§ **Provided entries**
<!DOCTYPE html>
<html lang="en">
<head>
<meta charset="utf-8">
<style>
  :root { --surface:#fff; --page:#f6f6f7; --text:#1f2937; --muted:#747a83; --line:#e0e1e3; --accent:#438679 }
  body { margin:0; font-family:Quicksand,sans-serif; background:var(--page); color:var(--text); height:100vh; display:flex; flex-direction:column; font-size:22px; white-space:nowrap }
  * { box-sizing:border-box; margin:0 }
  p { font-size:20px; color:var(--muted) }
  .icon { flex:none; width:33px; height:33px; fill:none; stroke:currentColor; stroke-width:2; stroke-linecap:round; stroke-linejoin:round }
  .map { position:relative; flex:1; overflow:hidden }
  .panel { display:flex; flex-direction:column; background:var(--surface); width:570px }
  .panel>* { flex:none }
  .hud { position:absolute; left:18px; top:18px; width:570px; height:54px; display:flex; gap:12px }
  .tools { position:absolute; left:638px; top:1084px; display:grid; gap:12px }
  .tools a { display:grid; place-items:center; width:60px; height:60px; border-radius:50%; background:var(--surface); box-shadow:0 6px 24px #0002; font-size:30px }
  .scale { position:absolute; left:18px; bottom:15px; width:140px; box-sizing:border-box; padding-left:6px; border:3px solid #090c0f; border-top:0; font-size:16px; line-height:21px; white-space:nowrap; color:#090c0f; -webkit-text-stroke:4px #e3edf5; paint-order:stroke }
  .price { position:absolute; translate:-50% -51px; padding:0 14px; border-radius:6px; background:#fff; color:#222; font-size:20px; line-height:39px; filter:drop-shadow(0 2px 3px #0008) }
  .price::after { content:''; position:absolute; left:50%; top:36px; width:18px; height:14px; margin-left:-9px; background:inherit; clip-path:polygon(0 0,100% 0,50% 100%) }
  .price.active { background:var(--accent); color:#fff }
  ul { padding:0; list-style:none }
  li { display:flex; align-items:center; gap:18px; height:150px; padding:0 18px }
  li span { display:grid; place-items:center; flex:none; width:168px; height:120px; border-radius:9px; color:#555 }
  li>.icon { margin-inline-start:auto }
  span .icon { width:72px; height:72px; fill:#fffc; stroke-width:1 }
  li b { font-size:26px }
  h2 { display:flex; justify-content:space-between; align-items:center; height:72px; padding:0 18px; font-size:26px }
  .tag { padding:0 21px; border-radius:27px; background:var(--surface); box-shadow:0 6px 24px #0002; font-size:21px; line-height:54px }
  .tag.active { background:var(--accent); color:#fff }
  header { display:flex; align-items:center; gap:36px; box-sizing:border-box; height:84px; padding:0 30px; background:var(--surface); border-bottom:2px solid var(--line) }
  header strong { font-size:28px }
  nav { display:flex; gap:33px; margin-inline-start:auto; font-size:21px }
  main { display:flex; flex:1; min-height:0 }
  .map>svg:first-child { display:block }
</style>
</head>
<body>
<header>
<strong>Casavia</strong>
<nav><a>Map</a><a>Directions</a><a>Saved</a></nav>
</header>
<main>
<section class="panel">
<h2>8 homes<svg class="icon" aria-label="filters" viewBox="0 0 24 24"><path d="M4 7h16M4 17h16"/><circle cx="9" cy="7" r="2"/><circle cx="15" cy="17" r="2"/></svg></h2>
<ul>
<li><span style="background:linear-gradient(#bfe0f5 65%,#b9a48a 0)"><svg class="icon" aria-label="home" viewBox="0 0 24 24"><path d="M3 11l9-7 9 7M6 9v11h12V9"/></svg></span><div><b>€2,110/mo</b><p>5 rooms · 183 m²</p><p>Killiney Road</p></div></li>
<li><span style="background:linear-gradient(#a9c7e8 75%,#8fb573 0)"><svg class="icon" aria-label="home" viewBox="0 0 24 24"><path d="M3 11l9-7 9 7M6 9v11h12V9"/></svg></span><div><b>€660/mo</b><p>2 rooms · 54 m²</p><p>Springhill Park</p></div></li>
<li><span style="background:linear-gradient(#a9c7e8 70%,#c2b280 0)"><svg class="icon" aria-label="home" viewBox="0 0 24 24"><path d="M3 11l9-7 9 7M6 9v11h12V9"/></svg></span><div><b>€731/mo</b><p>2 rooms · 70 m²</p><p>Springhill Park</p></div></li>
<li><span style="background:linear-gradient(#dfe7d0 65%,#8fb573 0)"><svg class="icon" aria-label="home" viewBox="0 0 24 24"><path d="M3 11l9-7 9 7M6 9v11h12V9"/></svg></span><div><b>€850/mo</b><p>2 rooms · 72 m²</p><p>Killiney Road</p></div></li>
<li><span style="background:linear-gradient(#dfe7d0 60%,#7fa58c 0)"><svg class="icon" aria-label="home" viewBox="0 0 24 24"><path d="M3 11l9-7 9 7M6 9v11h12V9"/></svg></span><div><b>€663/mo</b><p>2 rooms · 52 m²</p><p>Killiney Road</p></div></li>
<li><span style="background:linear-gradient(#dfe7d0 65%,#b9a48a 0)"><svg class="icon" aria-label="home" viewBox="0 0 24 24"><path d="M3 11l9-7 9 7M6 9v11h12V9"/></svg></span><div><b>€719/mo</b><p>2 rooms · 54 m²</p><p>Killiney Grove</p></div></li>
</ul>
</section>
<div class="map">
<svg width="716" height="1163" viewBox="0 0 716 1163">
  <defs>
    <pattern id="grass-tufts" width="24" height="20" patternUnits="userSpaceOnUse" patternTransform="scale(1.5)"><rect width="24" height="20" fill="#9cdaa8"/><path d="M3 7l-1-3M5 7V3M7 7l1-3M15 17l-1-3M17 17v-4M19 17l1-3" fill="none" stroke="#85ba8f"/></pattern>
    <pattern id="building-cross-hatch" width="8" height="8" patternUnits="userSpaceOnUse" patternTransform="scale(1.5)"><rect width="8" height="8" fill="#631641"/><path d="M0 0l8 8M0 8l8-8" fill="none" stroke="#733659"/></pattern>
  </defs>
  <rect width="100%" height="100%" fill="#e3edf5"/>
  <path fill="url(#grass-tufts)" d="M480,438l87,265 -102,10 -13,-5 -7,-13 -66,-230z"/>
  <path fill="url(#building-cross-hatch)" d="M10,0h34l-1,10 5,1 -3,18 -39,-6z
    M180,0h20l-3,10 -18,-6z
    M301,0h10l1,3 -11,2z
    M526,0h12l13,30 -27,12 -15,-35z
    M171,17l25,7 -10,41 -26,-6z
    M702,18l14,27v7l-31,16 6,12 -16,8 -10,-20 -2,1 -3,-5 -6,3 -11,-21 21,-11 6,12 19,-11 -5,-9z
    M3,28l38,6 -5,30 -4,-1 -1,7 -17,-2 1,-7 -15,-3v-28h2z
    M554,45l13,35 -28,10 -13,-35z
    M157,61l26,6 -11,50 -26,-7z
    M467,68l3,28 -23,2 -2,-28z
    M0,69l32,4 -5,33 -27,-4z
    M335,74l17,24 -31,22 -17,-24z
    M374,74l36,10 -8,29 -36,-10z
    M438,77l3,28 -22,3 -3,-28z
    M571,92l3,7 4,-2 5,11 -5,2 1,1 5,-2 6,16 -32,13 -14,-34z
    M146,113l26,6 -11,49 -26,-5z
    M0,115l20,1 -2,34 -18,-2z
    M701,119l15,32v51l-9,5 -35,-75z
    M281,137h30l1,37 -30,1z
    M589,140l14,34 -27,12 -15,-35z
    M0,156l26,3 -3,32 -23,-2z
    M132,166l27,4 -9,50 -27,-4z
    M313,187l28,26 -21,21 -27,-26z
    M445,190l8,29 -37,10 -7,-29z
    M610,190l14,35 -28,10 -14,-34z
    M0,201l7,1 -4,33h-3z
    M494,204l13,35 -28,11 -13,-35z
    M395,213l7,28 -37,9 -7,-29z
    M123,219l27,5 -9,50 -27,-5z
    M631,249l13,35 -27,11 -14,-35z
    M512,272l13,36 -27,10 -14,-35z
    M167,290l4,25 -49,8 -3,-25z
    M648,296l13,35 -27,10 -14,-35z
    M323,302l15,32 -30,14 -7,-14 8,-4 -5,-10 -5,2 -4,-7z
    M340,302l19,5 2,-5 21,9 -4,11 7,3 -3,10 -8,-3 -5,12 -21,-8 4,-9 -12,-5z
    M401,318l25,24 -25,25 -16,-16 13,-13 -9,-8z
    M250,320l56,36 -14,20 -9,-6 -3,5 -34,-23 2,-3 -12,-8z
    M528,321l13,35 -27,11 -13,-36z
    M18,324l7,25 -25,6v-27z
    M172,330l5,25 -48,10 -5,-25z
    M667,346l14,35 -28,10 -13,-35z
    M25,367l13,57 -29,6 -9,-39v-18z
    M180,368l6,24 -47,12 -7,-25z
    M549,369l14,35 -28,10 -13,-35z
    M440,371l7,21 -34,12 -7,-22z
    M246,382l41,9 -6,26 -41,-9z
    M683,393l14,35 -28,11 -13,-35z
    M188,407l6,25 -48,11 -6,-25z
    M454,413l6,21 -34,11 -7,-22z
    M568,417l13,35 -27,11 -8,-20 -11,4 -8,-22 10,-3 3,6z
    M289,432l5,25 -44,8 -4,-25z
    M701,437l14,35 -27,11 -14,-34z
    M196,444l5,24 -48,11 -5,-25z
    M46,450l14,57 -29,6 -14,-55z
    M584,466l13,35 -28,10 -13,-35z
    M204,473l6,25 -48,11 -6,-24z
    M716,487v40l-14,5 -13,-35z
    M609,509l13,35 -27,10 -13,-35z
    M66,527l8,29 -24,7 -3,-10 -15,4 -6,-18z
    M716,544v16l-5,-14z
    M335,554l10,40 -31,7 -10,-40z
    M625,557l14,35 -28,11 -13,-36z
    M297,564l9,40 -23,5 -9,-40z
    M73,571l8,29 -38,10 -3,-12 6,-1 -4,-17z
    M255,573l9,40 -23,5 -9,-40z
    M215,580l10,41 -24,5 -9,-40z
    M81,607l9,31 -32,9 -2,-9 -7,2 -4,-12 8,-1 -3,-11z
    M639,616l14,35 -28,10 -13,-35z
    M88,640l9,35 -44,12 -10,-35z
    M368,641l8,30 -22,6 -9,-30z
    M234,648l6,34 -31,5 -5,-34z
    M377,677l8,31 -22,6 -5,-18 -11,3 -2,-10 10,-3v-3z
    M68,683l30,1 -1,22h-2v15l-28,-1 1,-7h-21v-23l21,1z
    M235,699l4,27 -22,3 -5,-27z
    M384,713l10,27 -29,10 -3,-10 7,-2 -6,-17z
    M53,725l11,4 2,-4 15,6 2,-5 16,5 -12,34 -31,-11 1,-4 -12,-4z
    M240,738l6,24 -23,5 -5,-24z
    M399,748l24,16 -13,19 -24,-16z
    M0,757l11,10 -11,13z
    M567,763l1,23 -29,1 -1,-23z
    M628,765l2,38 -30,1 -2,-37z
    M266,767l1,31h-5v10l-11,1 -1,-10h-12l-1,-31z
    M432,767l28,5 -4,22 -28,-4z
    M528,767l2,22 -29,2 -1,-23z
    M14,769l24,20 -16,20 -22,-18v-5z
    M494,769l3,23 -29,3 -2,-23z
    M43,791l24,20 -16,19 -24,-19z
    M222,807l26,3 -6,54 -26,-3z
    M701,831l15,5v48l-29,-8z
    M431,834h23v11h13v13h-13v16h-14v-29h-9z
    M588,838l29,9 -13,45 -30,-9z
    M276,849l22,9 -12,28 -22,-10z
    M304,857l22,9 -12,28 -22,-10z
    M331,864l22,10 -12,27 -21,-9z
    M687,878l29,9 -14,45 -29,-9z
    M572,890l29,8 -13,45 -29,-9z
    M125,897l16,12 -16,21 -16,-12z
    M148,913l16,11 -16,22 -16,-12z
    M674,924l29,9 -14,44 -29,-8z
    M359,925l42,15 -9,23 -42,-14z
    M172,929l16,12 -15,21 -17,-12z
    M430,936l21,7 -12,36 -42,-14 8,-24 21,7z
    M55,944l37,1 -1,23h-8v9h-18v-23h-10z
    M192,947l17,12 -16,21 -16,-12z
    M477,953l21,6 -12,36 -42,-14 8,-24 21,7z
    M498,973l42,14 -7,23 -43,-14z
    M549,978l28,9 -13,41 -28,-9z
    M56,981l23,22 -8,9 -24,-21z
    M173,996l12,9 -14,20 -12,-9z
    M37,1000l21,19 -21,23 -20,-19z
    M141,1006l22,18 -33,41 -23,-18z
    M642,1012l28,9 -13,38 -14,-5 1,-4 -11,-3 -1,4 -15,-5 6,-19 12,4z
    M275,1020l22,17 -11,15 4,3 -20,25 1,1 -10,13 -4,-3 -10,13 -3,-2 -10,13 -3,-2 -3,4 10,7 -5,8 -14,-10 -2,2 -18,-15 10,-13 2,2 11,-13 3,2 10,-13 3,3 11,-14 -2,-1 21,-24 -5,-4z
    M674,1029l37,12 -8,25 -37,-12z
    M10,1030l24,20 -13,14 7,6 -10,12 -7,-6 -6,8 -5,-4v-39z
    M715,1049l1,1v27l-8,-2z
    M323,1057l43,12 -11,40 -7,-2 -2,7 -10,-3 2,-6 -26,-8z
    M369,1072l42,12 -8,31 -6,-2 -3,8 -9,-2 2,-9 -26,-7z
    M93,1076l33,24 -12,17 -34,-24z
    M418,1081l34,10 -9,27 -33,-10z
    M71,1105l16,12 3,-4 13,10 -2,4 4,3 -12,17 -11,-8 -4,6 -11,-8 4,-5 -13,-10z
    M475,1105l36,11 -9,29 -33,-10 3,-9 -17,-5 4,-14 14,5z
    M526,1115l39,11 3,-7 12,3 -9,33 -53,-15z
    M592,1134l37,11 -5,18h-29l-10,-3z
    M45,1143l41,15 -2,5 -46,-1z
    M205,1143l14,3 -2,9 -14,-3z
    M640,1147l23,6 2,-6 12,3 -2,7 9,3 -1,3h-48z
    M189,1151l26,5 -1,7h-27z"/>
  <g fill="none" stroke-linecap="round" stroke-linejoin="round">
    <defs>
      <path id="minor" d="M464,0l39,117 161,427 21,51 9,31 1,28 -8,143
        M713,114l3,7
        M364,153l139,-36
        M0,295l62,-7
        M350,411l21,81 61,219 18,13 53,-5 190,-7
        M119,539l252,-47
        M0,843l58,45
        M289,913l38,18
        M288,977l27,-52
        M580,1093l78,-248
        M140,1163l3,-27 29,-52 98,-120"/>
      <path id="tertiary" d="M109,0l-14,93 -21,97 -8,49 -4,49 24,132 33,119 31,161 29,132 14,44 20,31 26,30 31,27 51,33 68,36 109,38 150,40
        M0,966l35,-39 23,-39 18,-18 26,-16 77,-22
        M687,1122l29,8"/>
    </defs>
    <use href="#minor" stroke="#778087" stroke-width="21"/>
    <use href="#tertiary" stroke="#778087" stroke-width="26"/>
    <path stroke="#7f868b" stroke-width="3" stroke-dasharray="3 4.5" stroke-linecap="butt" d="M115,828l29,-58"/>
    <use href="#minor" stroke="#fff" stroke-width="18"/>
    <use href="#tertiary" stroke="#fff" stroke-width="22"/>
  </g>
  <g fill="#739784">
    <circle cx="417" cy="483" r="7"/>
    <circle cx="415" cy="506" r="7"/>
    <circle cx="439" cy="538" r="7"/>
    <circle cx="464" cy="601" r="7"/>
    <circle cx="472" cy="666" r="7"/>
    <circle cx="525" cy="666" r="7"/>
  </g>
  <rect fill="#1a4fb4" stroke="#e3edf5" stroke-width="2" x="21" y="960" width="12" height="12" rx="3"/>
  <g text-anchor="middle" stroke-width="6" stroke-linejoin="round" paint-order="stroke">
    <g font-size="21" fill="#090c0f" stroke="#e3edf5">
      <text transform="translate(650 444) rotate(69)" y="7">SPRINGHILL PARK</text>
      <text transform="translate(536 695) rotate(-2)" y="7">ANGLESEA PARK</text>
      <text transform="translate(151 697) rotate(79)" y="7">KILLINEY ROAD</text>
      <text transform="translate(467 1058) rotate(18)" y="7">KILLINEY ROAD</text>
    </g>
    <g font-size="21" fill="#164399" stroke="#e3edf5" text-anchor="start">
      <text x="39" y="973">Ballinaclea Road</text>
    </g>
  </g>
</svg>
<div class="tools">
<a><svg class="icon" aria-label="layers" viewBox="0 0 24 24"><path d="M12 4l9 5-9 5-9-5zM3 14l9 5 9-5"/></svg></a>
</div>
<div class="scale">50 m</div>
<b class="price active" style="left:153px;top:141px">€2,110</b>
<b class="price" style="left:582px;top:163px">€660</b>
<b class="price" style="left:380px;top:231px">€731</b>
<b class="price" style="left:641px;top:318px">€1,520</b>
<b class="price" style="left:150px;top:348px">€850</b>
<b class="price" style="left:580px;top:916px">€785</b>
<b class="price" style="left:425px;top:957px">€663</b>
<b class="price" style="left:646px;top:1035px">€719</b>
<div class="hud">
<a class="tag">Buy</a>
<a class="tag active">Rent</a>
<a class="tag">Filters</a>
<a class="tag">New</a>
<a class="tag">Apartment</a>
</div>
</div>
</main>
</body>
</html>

§ **Task goal**
From the records above, pick out and copy each line holding the word "auto".

§ **Result of this exercise**
  li>.icon { margin-inline-start:auto }
  nav { display:flex; gap:33px; margin-inline-start:auto; font-size:21px }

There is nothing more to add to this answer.